The Real News Network article includes an analysis of university spending by Sanjay Reddy, associate professor and chair of the school’s economics department, which estimates that 54 percent of the university’s total compensation expenditure went to non-instructional staff, including administrators. He also outlines that between 2014 and 2019 the school experienced yearly revenue increases of between 17 and 19 percent while faculty salary decreased by 2.1 percent annually during the same period. The school which has boasted of its commitment to social justice issues faces accusations of having a “corporate mindset” by the union and of having lost all connection to its progressive roots wherein its founding document called for the removal of “presidents and deans and the usual administrative retinue” and for keeping “overhead expenses to the minimum.”
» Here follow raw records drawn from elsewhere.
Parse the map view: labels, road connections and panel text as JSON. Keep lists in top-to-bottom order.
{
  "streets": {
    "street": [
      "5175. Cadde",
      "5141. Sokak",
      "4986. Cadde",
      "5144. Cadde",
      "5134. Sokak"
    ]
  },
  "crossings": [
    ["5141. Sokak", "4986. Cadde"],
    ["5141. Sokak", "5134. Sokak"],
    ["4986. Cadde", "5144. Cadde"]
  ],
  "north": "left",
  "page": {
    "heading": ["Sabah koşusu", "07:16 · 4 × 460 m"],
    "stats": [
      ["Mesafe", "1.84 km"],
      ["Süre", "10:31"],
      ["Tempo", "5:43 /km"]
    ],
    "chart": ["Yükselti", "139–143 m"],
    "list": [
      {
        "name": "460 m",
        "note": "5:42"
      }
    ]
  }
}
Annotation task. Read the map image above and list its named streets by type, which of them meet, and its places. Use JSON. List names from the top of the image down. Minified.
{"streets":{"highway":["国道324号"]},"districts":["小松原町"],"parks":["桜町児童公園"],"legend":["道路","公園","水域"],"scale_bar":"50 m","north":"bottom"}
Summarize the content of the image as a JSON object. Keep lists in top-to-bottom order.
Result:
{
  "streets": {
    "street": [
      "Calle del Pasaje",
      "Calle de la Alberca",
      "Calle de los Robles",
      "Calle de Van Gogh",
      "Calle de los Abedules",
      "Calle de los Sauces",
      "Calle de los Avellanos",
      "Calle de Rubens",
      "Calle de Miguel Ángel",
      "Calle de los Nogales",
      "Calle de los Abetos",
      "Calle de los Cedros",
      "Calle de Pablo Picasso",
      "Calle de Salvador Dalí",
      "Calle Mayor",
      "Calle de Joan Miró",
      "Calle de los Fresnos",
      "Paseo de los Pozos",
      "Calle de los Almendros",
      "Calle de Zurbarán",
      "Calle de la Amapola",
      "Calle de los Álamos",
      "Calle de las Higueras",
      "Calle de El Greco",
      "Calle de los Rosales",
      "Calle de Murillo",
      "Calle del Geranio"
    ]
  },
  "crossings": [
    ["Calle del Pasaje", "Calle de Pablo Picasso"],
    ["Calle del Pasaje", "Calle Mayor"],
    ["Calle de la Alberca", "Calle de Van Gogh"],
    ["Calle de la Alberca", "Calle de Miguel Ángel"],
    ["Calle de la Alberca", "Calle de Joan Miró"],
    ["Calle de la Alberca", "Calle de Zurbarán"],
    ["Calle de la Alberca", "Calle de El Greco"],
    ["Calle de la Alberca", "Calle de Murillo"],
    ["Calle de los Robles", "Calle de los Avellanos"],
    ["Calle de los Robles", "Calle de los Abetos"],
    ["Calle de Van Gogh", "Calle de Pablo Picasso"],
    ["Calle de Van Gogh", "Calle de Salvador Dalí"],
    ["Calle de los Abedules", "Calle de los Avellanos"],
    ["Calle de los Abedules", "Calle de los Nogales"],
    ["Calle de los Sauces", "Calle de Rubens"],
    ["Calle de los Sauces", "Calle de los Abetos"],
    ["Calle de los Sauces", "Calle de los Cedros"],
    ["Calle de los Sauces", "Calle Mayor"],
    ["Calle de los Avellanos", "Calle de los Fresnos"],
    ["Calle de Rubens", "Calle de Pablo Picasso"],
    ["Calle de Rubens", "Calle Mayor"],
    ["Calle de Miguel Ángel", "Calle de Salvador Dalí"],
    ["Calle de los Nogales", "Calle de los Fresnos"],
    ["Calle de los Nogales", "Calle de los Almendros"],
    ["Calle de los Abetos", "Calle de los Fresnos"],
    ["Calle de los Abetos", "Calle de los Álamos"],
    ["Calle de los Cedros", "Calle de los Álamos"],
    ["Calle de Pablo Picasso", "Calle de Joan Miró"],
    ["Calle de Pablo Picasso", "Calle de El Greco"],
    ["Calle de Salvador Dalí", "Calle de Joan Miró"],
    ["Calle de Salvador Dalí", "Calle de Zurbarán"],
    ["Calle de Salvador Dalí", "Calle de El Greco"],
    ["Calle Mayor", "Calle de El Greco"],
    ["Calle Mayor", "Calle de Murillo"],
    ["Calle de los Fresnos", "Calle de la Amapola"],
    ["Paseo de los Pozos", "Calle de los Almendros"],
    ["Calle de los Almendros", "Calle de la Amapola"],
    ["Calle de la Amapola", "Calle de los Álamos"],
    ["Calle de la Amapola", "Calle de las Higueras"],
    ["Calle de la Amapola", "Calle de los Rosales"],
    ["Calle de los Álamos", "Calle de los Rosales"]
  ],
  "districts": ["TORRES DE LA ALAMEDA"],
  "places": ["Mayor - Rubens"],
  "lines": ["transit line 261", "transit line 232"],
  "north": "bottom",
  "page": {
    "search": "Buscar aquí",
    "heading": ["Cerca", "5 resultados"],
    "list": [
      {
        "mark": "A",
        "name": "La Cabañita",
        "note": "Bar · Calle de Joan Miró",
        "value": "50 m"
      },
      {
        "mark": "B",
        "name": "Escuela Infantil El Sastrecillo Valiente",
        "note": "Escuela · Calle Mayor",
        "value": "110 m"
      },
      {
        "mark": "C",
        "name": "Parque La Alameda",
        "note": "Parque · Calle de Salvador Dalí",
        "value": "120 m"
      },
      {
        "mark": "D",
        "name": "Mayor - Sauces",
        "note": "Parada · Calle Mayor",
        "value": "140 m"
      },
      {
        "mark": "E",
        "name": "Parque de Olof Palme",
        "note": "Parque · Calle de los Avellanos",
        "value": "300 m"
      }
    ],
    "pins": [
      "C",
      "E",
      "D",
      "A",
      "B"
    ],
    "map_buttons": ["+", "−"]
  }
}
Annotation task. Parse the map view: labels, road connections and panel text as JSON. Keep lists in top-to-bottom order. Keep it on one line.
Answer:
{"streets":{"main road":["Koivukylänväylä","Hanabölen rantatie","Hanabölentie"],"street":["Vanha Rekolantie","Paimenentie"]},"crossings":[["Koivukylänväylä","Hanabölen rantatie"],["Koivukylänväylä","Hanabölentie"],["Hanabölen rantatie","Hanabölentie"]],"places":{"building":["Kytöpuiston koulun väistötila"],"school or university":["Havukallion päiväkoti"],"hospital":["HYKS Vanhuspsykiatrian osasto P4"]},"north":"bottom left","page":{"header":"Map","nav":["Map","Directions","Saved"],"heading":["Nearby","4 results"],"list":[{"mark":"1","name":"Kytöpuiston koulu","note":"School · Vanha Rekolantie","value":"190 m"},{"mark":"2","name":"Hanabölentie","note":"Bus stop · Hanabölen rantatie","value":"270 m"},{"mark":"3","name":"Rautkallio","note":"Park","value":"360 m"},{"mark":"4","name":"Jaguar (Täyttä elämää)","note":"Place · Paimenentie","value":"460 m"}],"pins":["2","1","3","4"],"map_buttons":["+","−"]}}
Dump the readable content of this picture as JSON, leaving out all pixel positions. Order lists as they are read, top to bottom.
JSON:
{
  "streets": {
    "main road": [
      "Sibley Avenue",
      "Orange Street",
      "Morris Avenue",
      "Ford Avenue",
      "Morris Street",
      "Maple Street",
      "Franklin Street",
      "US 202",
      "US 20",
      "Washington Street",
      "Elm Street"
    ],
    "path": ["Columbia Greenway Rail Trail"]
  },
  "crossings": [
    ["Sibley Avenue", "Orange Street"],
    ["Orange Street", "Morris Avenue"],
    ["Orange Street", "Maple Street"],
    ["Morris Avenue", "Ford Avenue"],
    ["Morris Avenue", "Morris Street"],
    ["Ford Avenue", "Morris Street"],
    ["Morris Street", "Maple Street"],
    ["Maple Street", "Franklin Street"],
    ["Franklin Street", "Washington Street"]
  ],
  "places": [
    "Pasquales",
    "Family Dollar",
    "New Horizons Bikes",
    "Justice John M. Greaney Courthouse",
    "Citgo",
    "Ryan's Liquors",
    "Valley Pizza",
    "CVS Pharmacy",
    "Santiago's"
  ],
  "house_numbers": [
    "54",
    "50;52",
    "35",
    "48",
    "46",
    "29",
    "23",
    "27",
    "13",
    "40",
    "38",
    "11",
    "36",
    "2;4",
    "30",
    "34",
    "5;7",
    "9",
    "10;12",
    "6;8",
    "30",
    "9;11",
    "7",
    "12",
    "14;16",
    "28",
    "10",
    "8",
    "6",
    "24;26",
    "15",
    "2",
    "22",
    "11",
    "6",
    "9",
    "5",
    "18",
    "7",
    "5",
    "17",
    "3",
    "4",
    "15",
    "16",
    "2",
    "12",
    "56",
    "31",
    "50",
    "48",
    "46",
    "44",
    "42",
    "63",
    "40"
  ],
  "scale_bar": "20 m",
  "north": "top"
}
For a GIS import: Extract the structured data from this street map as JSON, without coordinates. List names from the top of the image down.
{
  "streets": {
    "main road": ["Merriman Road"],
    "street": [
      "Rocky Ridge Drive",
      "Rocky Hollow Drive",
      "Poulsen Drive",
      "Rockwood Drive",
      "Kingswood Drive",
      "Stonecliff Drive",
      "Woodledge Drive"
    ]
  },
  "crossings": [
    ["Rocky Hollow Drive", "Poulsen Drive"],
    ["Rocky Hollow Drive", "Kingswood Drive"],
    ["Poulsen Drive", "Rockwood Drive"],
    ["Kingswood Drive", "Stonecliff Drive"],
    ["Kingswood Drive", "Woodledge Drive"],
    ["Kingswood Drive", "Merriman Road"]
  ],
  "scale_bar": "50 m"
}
The strike, authorized via vote by 97 percent of union members, and 1,307 of the 1,678 part-time faculty, is the result of the expiration of the existing contract with no new agreement in place. On November 16, the striking faculty assembled a picket line at the school’s Fifth Avenue main entrance. Full-time faculty have expressed solidarity and many agreed to suspend class in support of the strike. The New York Post reported that the school had advised students to cross the picket line by attending class despite the fact that the student might receive no instruction. The school said in a statement that it will continue bargaining through Thursday and Friday with the help of a mediator.